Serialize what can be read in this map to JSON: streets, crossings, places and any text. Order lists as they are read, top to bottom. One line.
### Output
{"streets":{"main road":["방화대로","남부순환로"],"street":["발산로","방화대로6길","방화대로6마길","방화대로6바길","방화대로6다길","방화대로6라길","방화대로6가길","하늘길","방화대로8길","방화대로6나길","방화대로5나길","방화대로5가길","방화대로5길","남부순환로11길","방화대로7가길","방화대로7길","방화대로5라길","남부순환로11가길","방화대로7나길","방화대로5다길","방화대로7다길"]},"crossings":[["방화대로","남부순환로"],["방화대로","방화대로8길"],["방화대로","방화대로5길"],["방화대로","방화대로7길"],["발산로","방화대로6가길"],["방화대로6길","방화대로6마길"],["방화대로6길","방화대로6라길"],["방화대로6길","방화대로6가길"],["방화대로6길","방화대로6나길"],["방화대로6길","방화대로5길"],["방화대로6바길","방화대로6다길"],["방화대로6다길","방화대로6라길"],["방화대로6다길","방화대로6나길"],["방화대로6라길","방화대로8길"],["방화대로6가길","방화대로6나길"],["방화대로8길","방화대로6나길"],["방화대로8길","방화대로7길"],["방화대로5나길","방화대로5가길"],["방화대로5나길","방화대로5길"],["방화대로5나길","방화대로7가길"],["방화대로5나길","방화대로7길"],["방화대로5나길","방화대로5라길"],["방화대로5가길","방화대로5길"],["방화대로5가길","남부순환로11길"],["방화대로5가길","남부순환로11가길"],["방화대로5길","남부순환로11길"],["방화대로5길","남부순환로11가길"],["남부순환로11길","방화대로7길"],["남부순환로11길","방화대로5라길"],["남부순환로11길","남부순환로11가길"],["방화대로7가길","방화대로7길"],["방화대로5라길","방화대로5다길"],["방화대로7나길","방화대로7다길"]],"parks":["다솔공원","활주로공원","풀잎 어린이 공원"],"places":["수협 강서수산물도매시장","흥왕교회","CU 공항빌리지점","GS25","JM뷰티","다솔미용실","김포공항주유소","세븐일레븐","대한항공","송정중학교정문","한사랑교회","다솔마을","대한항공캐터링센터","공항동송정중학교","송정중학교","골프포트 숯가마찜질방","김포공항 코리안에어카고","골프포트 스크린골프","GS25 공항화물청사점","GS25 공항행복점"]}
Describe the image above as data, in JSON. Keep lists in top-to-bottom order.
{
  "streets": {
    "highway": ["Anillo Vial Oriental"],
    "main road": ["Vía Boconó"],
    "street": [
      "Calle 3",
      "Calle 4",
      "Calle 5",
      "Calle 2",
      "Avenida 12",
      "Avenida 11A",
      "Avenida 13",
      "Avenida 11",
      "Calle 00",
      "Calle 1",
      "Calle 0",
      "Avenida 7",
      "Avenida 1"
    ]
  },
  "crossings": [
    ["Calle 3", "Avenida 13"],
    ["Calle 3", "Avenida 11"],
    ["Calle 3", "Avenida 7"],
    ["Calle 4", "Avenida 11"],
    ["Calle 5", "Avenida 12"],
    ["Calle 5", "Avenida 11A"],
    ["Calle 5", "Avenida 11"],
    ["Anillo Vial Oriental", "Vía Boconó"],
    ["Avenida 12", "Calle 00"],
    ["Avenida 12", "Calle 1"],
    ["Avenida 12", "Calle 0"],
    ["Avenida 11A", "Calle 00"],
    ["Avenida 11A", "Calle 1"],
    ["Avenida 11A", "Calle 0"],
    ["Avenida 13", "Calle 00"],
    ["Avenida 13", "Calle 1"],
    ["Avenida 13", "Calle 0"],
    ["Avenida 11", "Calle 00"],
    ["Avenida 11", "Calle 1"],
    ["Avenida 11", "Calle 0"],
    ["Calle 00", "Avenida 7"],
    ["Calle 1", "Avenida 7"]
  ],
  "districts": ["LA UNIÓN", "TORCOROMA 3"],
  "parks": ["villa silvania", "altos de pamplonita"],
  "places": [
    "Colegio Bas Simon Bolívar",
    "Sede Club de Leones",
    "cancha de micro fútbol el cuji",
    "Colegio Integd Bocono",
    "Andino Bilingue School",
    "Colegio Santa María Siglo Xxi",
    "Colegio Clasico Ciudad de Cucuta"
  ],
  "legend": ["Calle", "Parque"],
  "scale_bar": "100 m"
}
━━━━━━━━━━
◆ **PROBLEM DETAILS**
A complete, exact transcription of the records is needed.

◆ **SOLUTION FOR THIS TASK**
Serialize what can be read in this map to JSON: streets, crossings, places and any text. Order lists as they are read, top to bottom. One line.
### Output
{"streets":{"main road":["방화대로","남부순환로"],"street":["발산로","방화대로6길","방화대로6마길","방화대로6바길","방화대로6다길","방화대로6라길","방화대로6가길","하늘길","방화대로8길","방화대로6나길","방화대로5나길","방화대로5가길","방화대로5길","남부순환로11길","방화대로7가길","방화대로7길","방화대로5라길","남부순환로11가길","방화대로7나길","방화대로5다길","방화대로7다길"]},"crossings":[["방화대로","남부순환로"],["방화대로","방화대로8길"],["방화대로","방화대로5길"],["방화대로","방화대로7길"],["발산로","방화대로6가길"],["방화대로6길","방화대로6마길"],["방화대로6길","방화대로6라길"],["방화대로6길","방화대로6가길"],["방화대로6길","방화대로6나길"],["방화대로6길","방화대로5길"],["방화대로6바길","방화대로6다길"],["방화대로6다길","방화대로6라길"],["방화대로6다길","방화대로6나길"],["방화대로6라길","방화대로8길"],["방화대로6가길","방화대로6나길"],["방화대로8길","방화대로6나길"],["방화대로8길","방화대로7길"],["방화대로5나길","방화대로5가길"],["방화대로5나길","방화대로5길"],["방화대로5나길","방화대로7가길"],["방화대로5나길","방화대로7길"],["방화대로5나길","방화대로5라길"],["방화대로5가길","방화대로5길"],["방화대로5가길","남부순환로11길"],["방화대로5가길","남부순환로11가길"],["방화대로5길","남부순환로11길"],["방화대로5길","남부순환로11가길"],["남부순환로11길","방화대로7길"],["남부순환로11길","방화대로5라길"],["남부순환로11길","남부순환로11가길"],["방화대로7가길","방화대로7길"],["방화대로5라길","방화대로5다길"],["방화대로7나길","방화대로7다길"]],"parks":["다솔공원","활주로공원","풀잎 어린이 공원"],"places":["수협 강서수산물도매시장","흥왕교회","CU 공항빌리지점","GS25","JM뷰티","다솔미용실","김포공항주유소","세븐일레븐","대한항공","송정중학교정문","한사랑교회","다솔마을","대한항공캐터링센터","공항동송정중학교","송정중학교","골프포트 숯가마찜질방","김포공항 코리안에어카고","골프포트 스크린골프","GS25 공항화물청사점","GS25 공항행복점"]}
Describe the image above as data, in JSON. Keep lists in top-to-bottom order.
{
  "streets": {
    "highway": ["Anillo Vial Oriental"],
    "main road": ["Vía Boconó"],
    "street": [
      "Calle 3",
      "Calle 4",
      "Calle 5",
      "Calle 2",
      "Avenida 12",
      "Avenida 11A",
      "Avenida 13",
      "Avenida 11",
      "Calle 00",
      "Calle 1",
      "Calle 0",
      "Avenida 7",
      "Avenida 1"
    ]
  },
  "crossings": [
    ["Calle 3", "Avenida 13"],
    ["Calle 3", "Avenida 11"],
    ["Calle 3", "Avenida 7"],
    ["Calle 4", "Avenida 11"],
    ["Calle 5", "Avenida 12"],
    ["Calle 5", "Avenida 11A"],
    ["Calle 5", "Avenida 11"],
    ["Anillo Vial Oriental", "Vía Boconó"],
    ["Avenida 12", "Calle 00"],
    ["Avenida 12", "Calle 1"],
    ["Avenida 12", "Calle 0"],
    ["Avenida 11A", "Calle 00"],
    ["Avenida 11A", "Calle 1"],
    ["Avenida 11A", "Calle 0"],
    ["Avenida 13", "Calle 00"],
    ["Avenida 13", "Calle 1"],
    ["Avenida 13", "Calle 0"],
    ["Avenida 11", "Calle 00"],
    ["Avenida 11", "Calle 1"],
    ["Avenida 11", "Calle 0"],
    ["Calle 00", "Avenida 7"],
    ["Calle 1", "Avenida 7"]
  ],
  "districts": ["LA UNIÓN", "TORCOROMA 3"],
  "parks": ["villa silvania", "altos de pamplonita"],
  "places": [
    "Colegio Bas Simon Bolívar",
    "Sede Club de Leones",
    "cancha de micro fútbol el cuji",
    "Colegio Integd Bocono",
    "Andino Bilingue School",
    "Colegio Santa María Siglo Xxi",
    "Colegio Clasico Ciudad de Cucuta"
  ],
  "legend": ["Calle", "Parque"],
  "scale_bar": "100 m"
}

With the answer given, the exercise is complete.